July 1, 2019: The country's domestic production of crude oil has witnessed around 12. 8 percent increase during July-March of last fiscal year.
The domestic production of crude oil remained 24.6 million barrels during the period under review as compared to 21.8 million barrels in the same period of year 2017-18.
The oil import decreased by 15.38 percent mainly due to increase in international prices. The quantity of imported crude oil remained 6.6 million tons worth $3.4 billion as compared to 7.8 million tons worth $2.9 billion during the corresponding period of 2017-18.
Oil Marketing Companies, in the year 2017-18, imported around 13.3 million ton (mt) of different petroleum products to meet its ever growing energy needs.

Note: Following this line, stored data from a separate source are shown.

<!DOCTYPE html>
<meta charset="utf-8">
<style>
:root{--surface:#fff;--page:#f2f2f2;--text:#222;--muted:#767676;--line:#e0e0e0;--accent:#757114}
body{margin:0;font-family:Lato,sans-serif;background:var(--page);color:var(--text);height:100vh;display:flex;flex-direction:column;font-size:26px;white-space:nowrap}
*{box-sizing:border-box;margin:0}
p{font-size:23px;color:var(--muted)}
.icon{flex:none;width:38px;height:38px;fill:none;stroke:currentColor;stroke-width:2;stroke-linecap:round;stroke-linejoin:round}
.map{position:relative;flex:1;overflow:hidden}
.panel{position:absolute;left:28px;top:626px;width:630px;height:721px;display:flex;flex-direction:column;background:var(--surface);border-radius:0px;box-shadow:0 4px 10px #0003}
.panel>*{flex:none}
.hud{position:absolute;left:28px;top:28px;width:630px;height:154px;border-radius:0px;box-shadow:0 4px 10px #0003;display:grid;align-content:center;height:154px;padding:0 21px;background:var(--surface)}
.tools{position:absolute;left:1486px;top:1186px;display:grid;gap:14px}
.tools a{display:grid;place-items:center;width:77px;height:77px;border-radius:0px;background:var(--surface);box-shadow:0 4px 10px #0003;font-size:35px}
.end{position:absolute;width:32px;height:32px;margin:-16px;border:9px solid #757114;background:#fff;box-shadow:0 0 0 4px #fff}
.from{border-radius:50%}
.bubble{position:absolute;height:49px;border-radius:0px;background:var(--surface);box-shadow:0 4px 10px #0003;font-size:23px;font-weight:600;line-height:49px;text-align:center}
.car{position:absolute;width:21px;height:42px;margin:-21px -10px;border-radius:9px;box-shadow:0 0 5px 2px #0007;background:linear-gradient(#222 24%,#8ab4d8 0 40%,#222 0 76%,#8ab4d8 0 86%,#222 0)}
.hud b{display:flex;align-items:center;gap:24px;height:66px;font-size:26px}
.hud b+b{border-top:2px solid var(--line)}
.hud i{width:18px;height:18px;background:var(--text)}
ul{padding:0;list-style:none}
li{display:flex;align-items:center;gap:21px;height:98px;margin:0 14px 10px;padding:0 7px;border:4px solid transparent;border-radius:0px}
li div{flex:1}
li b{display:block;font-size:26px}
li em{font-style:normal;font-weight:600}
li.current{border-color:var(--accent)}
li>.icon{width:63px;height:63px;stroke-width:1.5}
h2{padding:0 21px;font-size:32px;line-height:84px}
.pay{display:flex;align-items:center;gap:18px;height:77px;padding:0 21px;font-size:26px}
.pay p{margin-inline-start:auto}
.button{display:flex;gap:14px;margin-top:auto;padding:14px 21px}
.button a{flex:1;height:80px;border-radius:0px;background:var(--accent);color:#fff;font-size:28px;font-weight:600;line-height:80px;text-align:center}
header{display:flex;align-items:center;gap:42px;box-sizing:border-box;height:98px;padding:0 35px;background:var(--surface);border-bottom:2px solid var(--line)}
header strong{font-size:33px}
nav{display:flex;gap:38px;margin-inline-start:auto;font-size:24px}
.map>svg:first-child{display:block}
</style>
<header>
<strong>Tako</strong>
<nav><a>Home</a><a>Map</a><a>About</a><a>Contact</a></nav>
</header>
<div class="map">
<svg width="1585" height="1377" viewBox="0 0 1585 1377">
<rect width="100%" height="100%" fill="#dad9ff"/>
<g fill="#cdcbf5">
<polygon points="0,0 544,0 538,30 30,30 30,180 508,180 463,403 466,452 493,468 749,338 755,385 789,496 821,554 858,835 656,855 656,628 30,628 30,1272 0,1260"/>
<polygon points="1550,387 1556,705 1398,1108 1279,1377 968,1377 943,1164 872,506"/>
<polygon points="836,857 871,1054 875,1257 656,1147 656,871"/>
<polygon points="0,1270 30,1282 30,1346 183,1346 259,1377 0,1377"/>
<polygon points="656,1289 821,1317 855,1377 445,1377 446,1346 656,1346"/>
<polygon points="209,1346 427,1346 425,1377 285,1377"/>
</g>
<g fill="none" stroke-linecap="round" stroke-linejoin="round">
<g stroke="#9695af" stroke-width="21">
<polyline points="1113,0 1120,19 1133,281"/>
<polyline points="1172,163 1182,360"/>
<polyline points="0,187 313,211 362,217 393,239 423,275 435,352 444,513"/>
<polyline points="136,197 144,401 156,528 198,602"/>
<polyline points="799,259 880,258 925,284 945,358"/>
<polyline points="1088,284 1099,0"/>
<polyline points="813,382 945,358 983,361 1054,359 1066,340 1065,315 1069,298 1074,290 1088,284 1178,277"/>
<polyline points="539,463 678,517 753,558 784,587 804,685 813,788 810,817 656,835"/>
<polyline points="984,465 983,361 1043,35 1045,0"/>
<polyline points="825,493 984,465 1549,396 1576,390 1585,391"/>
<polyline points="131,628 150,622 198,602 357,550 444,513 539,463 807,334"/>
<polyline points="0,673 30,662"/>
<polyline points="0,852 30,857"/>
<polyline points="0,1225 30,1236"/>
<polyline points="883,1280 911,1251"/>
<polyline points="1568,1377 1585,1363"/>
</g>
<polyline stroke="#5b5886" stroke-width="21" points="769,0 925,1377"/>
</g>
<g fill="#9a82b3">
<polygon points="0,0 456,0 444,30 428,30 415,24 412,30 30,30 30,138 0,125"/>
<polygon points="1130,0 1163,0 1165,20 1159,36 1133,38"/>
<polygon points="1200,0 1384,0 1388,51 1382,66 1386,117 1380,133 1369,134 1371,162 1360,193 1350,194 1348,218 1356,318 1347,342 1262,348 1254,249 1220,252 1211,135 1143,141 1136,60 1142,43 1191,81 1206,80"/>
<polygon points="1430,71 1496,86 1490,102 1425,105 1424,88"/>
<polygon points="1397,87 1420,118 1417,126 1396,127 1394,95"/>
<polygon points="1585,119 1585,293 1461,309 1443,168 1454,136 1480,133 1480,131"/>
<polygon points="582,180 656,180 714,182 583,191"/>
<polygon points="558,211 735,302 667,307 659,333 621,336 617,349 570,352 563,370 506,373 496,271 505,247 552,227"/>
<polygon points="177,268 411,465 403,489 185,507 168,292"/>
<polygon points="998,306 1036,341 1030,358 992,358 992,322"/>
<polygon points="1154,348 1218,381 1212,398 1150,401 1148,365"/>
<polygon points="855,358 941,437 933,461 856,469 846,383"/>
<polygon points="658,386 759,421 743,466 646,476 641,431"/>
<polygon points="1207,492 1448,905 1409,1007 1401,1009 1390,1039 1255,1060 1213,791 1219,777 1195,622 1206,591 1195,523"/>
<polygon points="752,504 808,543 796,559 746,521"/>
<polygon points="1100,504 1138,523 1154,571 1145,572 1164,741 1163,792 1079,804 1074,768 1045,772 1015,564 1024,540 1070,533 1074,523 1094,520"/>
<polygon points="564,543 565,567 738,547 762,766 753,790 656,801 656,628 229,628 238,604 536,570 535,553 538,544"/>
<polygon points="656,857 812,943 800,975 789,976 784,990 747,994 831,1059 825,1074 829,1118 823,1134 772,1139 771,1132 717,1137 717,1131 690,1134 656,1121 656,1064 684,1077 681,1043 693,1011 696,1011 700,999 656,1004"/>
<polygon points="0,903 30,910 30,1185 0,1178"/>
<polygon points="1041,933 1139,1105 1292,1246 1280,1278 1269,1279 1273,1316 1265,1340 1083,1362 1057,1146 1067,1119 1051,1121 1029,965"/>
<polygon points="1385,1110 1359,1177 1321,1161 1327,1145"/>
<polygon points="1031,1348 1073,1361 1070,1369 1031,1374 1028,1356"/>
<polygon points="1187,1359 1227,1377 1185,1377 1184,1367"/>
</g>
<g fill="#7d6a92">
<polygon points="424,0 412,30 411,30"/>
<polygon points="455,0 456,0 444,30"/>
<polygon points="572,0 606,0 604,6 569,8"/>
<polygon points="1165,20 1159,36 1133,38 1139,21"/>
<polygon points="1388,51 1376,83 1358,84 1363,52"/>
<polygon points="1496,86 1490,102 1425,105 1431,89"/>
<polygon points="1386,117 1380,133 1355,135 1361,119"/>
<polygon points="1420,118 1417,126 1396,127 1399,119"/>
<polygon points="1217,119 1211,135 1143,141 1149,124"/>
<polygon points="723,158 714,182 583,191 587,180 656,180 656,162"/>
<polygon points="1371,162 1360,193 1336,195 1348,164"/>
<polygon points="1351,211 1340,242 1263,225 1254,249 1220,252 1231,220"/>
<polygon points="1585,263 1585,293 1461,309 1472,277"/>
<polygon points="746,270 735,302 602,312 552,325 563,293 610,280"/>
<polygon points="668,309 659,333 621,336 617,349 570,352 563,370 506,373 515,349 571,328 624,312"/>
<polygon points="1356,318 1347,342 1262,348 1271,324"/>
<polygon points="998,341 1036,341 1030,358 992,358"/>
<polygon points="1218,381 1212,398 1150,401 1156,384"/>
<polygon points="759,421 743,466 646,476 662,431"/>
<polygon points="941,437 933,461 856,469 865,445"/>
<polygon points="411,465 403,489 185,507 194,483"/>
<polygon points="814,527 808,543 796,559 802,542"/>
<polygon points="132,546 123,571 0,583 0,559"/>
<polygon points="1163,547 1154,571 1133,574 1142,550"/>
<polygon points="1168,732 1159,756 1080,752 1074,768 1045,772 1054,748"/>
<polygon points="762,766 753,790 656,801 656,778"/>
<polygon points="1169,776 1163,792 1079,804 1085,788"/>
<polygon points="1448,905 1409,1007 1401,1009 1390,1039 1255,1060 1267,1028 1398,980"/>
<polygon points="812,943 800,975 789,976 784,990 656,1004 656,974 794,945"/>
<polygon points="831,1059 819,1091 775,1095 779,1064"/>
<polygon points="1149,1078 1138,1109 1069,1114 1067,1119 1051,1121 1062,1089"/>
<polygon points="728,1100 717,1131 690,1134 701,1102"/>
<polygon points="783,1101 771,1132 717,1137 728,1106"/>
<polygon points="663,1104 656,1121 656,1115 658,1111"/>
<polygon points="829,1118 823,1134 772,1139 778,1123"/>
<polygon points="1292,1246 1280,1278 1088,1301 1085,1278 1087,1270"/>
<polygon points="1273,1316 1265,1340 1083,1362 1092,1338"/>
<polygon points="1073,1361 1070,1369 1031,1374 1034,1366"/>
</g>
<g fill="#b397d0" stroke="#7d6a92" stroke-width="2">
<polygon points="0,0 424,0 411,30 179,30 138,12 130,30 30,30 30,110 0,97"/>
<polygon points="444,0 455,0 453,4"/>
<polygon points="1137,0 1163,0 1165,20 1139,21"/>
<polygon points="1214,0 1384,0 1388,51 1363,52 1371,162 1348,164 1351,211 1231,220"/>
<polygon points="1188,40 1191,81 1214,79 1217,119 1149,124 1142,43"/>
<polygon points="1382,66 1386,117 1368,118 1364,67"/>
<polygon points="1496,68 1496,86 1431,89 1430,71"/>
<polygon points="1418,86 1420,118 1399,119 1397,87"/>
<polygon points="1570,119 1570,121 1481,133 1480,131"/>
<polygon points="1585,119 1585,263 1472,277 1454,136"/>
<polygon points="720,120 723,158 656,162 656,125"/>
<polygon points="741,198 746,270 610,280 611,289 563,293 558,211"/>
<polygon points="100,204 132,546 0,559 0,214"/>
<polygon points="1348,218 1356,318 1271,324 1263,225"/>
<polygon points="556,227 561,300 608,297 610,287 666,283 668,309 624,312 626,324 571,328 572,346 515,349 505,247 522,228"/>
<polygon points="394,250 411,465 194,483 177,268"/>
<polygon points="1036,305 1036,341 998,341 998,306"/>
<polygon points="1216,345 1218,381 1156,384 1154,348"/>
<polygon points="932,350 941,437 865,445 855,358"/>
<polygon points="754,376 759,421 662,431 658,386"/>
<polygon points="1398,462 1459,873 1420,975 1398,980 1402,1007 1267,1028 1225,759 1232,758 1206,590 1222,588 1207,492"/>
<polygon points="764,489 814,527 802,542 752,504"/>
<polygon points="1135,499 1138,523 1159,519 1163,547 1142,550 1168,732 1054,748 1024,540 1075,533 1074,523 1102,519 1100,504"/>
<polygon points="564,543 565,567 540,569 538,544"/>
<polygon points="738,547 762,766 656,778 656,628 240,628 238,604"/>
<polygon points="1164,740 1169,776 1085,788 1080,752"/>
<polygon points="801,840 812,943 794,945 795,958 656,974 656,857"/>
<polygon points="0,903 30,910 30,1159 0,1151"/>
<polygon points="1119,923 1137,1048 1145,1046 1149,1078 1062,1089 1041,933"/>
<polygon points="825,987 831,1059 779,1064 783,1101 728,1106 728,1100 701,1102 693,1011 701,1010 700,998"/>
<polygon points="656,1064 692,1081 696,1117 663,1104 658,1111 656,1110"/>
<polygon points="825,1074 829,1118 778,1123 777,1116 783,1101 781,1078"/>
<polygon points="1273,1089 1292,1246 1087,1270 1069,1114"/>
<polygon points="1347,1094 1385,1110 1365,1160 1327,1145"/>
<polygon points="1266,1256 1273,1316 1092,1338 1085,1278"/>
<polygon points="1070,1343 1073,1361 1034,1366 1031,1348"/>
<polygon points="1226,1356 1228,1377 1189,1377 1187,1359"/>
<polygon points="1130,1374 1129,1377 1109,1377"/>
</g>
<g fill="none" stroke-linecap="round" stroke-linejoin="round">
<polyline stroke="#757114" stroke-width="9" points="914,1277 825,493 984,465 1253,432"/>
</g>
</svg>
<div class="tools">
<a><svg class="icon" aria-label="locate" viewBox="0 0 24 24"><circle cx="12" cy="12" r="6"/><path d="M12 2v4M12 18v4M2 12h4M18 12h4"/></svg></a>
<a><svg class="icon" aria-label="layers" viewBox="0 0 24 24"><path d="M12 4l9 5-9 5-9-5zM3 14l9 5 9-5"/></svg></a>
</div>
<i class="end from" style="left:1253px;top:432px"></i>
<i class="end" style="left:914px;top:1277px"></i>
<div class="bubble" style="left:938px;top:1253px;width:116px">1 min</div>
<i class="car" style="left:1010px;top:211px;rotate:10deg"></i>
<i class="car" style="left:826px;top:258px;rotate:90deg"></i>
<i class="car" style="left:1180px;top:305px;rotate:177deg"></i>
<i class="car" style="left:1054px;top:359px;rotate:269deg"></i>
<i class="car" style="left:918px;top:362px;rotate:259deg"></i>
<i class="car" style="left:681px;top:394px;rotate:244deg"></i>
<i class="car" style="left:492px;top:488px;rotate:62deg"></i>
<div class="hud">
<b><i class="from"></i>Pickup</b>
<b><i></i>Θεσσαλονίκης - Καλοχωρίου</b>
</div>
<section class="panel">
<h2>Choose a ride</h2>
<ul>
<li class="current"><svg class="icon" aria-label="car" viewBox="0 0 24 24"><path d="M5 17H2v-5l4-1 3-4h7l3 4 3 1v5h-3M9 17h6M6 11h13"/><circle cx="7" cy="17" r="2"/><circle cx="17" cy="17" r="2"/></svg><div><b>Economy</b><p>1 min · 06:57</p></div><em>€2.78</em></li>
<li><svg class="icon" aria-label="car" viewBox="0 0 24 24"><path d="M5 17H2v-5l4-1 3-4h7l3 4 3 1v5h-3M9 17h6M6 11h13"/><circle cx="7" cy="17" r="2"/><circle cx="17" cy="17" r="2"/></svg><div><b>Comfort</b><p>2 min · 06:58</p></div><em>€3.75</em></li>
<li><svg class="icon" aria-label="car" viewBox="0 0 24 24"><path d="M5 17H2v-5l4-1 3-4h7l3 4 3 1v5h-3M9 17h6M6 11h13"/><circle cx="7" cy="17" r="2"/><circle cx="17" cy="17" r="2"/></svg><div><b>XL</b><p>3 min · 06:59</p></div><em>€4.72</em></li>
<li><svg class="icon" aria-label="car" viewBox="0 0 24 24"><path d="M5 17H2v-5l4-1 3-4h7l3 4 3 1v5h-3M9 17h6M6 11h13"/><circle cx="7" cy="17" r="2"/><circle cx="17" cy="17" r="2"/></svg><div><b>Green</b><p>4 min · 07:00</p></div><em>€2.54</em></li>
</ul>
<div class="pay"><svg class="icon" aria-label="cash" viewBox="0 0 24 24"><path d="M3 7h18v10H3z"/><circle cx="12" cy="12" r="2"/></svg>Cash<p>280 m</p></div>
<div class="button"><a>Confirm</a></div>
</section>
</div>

Out of this, the private sector companies imported around 38 percent petroleum products including High Speed Diesel (HSD), High Sulphur Fuel Oil and Low Sulphur Fuel Oil (HSFO/LSFO), Jet Fuel, Motor Gasoline (Mogas), RON (Research Octane Number) 95 and 97 under specified quality and testing mechanism notified by Oil and Gas Regulatory Authority (OGRA).
During the period, around 13,343,737 mt petroleum products were imported from nine countries including United Arab Emirates, Oman, Kuwait, Saudi Arabia, Singapore, Malaysia, Netherlands, Belgium and Norway.
The Oil and Gas Regulatory Authority (OGRA), being a watchdog, pursues an effective policy regarding sampling and testing of the imported petroleum products for onward distribution in every nook and cranny of the country.
Under the policy, the imported petroleum products, conforming to the approved specifications notified by the Petroleum Division, are allowed to be used in the country.